Resurfacing a mile-lane in a city is ~$1200. The most critical factor of fatigue damage on any type of road structure and its pavements is the axle’s load. Since the 1960s, Generalized Fourth Power Law has been used to assess the relative damage to the pavement from a vehicle. Repairs to the concrete structures are estimated at roughly 20 x the capital costs, even after adjusting for inflation.

FELA axial load is about 1kN whereas for our average car it’s 30kN. Applying the Fourth Power Law we get that damage to the pavement from FELA traffic that carries 4-6 more people is 30^4 or a million times less.

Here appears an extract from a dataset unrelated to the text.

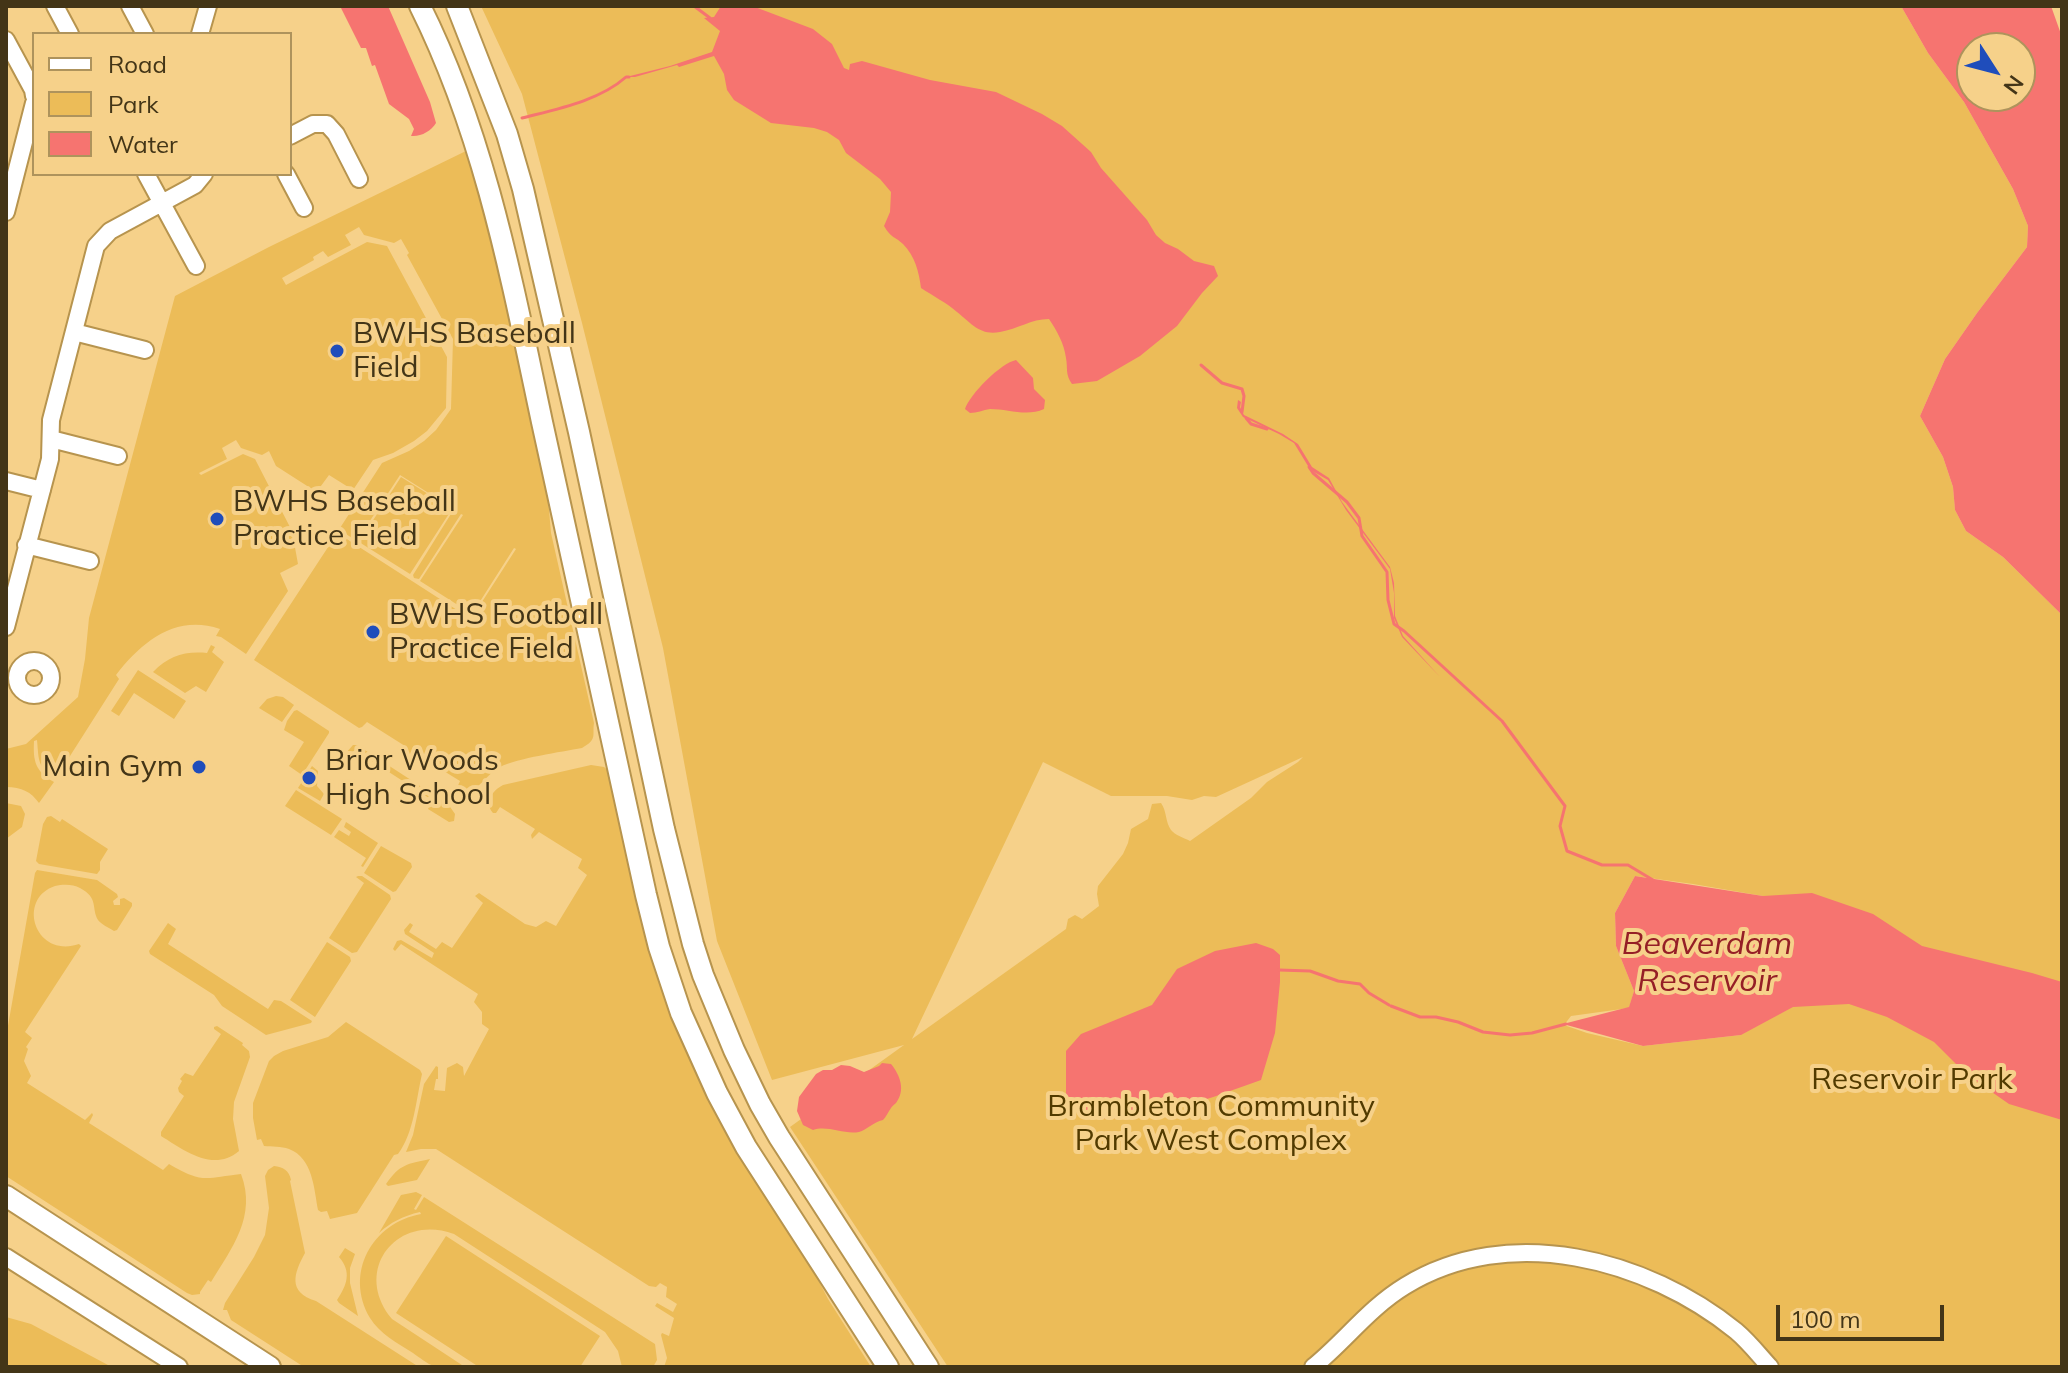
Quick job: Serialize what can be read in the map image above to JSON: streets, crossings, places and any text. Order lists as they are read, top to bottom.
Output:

So given all other factors are the same (e.g. proper drainage in areas of likely frosts), existing roads won’t be damaged by FELA wheels and if car traffic is detoured from this stretch.

According to a report published by Urban Institute, the annual expenditure on roads in the U.S. was $181B in 2017, with roughly three-quarters of the budget coming from state and local government, and a quarter coming from federal funding. When divvied up by the population, the amount was about $560 per capita. For our city of a million population who decided to replace cars with FELA, savings from road maintenance is $560M per year. Concrete costs $200/cu.m, which amounts to 560/200=2.6M cu.m or 2.6*2.4t/cu.m = 6.24Mt of concrete not produced and the same amount CO2 not emitted by our smart city in a year. And again, we need only a thousand cities to become smart enough to save 0.5GtCO2e a year.

Building a thousand car-free cities for a billion urbanites will cut global GHGE by 0.5Gt and the same GHGE saving each year thanks to much easier maintenance of transport infrastructure.

Not everyone is a city planner or policymaker, but almost each of us is a commuter. As such, you can contribute to cutting global GHGE by more than 20% if you've chosen to replace your car with FELA.